■ Task statement
Quote all of the data below exactly, please.

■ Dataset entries

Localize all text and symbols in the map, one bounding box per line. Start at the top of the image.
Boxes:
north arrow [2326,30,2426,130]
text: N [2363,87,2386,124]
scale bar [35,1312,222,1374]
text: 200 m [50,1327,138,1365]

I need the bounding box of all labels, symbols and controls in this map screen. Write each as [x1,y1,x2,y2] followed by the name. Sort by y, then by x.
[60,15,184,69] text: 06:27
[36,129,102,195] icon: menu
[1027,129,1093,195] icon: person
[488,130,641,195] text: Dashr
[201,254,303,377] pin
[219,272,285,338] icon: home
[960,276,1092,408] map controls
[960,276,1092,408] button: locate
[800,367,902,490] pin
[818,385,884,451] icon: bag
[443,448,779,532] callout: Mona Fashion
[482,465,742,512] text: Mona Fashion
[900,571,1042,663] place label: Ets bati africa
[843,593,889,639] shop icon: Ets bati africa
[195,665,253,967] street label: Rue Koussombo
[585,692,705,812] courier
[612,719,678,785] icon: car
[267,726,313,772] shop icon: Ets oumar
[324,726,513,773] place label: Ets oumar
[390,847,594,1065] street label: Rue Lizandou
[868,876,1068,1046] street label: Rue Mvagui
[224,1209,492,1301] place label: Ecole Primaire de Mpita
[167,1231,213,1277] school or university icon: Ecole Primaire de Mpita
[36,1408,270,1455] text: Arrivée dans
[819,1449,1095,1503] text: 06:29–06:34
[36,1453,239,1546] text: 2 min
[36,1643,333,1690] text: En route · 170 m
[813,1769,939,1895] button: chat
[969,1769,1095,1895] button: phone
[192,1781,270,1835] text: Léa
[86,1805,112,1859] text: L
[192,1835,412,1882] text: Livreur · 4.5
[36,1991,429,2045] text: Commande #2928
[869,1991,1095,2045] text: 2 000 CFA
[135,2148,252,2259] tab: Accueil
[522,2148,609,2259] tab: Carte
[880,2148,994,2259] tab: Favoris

■ Completed task
Localize all text and symbols in the map, one bounding box per line. Start at the top of the image.
Boxes:
north arrow [2326,30,2426,130]
text: N [2363,87,2386,124]
scale bar [35,1312,222,1374]
text: 200 m [50,1327,138,1365]

I need the bounding box of all labels, symbols and controls in this map screen. Write each as [x1,y1,x2,y2] followed by the name. Sort by y, then by x.
[60,15,184,69] text: 06:27
[36,129,102,195] icon: menu
[1027,129,1093,195] icon: person
[488,130,641,195] text: Dashr
[201,254,303,377] pin
[219,272,285,338] icon: home
[960,276,1092,408] map controls
[960,276,1092,408] button: locate
[800,367,902,490] pin
[818,385,884,451] icon: bag
[443,448,779,532] callout: Mona Fashion
[482,465,742,512] text: Mona Fashion
[900,571,1042,663] place label: Ets bati africa
[843,593,889,639] shop icon: Ets bati africa
[195,665,253,967] street label: Rue Koussombo
[585,692,705,812] courier
[612,719,678,785] icon: car
[267,726,313,772] shop icon: Ets oumar
[324,726,513,773] place label: Ets oumar
[390,847,594,1065] street label: Rue Lizandou
[868,876,1068,1046] street label: Rue Mvagui
[224,1209,492,1301] place label: Ecole Primaire de Mpita
[167,1231,213,1277] school or university icon: Ecole Primaire de Mpita
[36,1408,270,1455] text: Arrivée dans
[819,1449,1095,1503] text: 06:29–06:34
[36,1453,239,1546] text: 2 min
[36,1643,333,1690] text: En route · 170 m
[813,1769,939,1895] button: chat
[969,1769,1095,1895] button: phone
[192,1781,270,1835] text: Léa
[86,1805,112,1859] text: L
[192,1835,412,1882] text: Livreur · 4.5
[36,1991,429,2045] text: Commande #2928
[869,1991,1095,2045] text: 2 000 CFA
[135,2148,252,2259] tab: Accueil
[522,2148,609,2259] tab: Carte
[880,2148,994,2259] tab: Favoris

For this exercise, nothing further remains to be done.